When I talk to patients about their posture, many will hang their heads and remark something like “I know, it’s bad” or “I need to work on my posture.” Many of these patients think that their “bad” posture is entirely their fault. Nothing could be further from the truth. Like breathing, posture is a function of the body that is primarily regulated by the unconscious control centers of your brain. That means most of the time, you are not in control of your posture. So, what is controlling your posture, and can your posture be changed?
When you get out of bed in the morning, your nervous system and musculoskeletal system have the enormous task of balancing the body upright in a force field called gravity. Yet most of us do this task without thinking. How does your body do it? The answer starts in your muscles and ends in your brainstem and cerebellum. Let’s take a closer look.
When we think of sensory organs in the body, we automatically think of the eyes, ears or tongue, but your muscles are actually the largest network of sensory organs in the body aside from the skin.
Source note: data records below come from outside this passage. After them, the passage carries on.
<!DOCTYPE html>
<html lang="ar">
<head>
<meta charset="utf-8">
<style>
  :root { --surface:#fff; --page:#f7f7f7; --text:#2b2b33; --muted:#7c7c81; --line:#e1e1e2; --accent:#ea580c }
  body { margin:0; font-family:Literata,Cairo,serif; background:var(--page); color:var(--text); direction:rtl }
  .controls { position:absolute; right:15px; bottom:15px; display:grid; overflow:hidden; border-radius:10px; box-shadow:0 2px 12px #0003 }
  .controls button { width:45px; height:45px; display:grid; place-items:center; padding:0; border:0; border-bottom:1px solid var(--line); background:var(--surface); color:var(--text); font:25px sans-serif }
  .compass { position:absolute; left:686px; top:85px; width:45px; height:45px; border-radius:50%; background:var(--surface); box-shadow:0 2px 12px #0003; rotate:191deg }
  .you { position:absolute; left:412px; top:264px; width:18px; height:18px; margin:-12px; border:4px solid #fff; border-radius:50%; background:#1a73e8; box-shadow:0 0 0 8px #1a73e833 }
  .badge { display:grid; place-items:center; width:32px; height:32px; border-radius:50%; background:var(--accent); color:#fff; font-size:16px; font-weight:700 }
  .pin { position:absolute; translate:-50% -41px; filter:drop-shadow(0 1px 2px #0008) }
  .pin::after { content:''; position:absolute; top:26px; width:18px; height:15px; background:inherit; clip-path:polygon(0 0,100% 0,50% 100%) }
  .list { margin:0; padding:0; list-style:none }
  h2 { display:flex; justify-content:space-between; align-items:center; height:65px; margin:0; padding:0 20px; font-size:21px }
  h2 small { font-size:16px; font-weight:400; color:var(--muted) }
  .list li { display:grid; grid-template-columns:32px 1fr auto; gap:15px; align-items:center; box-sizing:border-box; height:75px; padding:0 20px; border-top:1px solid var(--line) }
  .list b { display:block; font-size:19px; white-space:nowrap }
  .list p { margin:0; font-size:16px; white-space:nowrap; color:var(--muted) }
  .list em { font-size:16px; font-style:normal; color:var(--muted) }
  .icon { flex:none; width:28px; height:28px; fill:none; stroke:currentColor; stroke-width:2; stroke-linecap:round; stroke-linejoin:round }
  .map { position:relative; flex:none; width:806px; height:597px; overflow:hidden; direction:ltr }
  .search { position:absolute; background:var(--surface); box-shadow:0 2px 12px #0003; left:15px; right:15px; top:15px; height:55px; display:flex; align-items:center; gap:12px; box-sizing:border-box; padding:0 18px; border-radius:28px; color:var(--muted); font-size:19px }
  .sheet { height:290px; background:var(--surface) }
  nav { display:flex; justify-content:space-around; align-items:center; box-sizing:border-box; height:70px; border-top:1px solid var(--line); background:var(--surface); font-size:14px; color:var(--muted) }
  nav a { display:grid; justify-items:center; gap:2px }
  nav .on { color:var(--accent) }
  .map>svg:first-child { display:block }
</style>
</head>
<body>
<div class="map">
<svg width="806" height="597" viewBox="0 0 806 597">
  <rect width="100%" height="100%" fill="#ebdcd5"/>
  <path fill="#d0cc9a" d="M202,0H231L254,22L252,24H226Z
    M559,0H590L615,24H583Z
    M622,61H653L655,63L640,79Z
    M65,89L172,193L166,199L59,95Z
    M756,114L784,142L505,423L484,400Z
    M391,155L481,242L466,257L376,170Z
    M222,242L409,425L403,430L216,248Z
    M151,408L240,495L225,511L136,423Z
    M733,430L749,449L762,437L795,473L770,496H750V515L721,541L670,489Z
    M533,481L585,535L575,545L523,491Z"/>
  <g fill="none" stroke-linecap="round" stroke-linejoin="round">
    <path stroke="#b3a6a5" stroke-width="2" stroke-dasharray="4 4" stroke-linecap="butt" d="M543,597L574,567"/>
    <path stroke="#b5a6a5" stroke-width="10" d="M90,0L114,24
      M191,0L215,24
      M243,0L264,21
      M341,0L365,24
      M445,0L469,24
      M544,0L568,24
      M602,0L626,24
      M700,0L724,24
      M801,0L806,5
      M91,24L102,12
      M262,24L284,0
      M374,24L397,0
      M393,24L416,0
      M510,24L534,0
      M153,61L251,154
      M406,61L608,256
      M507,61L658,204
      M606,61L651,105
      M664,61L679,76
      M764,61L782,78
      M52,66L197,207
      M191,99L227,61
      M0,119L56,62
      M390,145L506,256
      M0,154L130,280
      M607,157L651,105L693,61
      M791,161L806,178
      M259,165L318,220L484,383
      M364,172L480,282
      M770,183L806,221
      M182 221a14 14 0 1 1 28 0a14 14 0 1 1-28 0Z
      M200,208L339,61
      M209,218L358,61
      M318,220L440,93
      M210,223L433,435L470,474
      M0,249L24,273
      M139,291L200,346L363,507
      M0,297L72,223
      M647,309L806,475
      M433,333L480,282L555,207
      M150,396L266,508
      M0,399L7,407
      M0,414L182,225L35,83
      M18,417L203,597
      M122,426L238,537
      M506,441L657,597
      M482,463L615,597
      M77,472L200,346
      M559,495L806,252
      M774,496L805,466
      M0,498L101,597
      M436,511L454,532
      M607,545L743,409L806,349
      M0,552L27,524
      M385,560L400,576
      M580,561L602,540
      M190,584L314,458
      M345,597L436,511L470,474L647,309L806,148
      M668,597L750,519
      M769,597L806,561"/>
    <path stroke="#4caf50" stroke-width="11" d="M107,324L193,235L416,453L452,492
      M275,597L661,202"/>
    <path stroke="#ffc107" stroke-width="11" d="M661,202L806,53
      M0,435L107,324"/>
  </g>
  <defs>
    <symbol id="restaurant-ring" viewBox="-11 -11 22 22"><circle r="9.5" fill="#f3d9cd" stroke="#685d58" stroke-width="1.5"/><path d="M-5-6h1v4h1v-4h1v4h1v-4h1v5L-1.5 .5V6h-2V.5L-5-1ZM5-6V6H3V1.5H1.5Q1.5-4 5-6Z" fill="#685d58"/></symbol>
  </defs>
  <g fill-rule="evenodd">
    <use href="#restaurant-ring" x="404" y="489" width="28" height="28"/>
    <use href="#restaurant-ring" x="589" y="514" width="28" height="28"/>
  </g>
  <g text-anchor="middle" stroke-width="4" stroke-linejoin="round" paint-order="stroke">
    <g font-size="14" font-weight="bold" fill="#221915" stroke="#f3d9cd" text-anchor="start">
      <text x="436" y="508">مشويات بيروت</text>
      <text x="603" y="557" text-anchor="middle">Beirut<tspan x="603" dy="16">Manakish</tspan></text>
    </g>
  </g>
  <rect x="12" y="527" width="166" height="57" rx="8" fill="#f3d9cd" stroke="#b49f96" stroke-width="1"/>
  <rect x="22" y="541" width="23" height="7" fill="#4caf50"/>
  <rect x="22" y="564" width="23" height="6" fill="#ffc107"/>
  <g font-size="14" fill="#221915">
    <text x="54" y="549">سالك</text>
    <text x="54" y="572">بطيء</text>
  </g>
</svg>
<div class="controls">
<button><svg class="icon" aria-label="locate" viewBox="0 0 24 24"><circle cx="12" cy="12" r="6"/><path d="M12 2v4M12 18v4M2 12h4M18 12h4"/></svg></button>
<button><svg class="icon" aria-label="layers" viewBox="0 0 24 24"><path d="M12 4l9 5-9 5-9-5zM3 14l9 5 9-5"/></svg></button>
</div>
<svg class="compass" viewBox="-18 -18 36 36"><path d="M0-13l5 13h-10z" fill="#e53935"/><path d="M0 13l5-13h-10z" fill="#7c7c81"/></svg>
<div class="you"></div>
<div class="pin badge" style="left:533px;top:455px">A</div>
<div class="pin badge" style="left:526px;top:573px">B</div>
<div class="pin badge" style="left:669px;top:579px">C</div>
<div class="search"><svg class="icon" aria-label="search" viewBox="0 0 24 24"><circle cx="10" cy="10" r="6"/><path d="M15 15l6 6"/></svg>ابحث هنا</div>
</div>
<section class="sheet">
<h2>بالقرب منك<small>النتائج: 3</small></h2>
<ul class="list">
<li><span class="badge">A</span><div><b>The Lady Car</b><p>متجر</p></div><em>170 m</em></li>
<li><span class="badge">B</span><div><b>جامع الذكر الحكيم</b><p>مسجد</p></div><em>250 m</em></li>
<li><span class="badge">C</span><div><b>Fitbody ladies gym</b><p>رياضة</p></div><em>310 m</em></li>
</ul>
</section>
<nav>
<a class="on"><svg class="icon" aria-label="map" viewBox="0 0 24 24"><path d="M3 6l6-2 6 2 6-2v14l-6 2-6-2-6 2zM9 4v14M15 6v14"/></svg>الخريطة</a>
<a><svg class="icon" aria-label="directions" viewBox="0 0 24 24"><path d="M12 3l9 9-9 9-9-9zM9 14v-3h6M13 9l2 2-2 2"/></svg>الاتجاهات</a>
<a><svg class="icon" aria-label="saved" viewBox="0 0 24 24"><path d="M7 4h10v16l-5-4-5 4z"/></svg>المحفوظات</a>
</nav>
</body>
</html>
More than 50 percent of the nerves in the cerebellum and brainstem are solely dedicated to posture and proprioception. Without this immense neural dedication to posture, your neck would have to be the size of a tree trunk just to balance your head in day to day activities.
Inside the belly of your muscles are sensory organs called muscle spindle fibers. They are constantly measuring tension and sending that measurement back to the cerebellum. The brainstem and cerebellum then send a signal back to the contractile cells of the muscle to either tighten up or relax a little. This dance is done constantly with every muscle in your body, regulating your posture as your stand in gravity.
If there is increased tension on the brainstem or the spinal cord, both the descending and the ascending nerve signals controlling muscle tone become distorted. This will actually change where your brainstem and cerebellum perceive its center of gravity. This proposed scientific mechanism is formally known as the dentate ligament cord distortion hypothesis proposed by Dr. Grostic in the 1980’s and is the scientific basis for most upper cervical chiropractic techniques such as NUCCA.
What does this mean in layman’s terms? It means that when I tell most patients to stand straight, they stand crooked because no one has released the tension they have at the brainstem level. As a clinician, I see posture patterns change in real time when the tension in a patient’s body is released.
But can we actually change your posture instantly after one NUCCA adjustment? With most patients, the answer is yes. We’ve done it for countless patients suffering from the effects of a crooked posture. For most people, poor posture and its side effects are not your fault and can be changed with a specific NUCCA adjustment.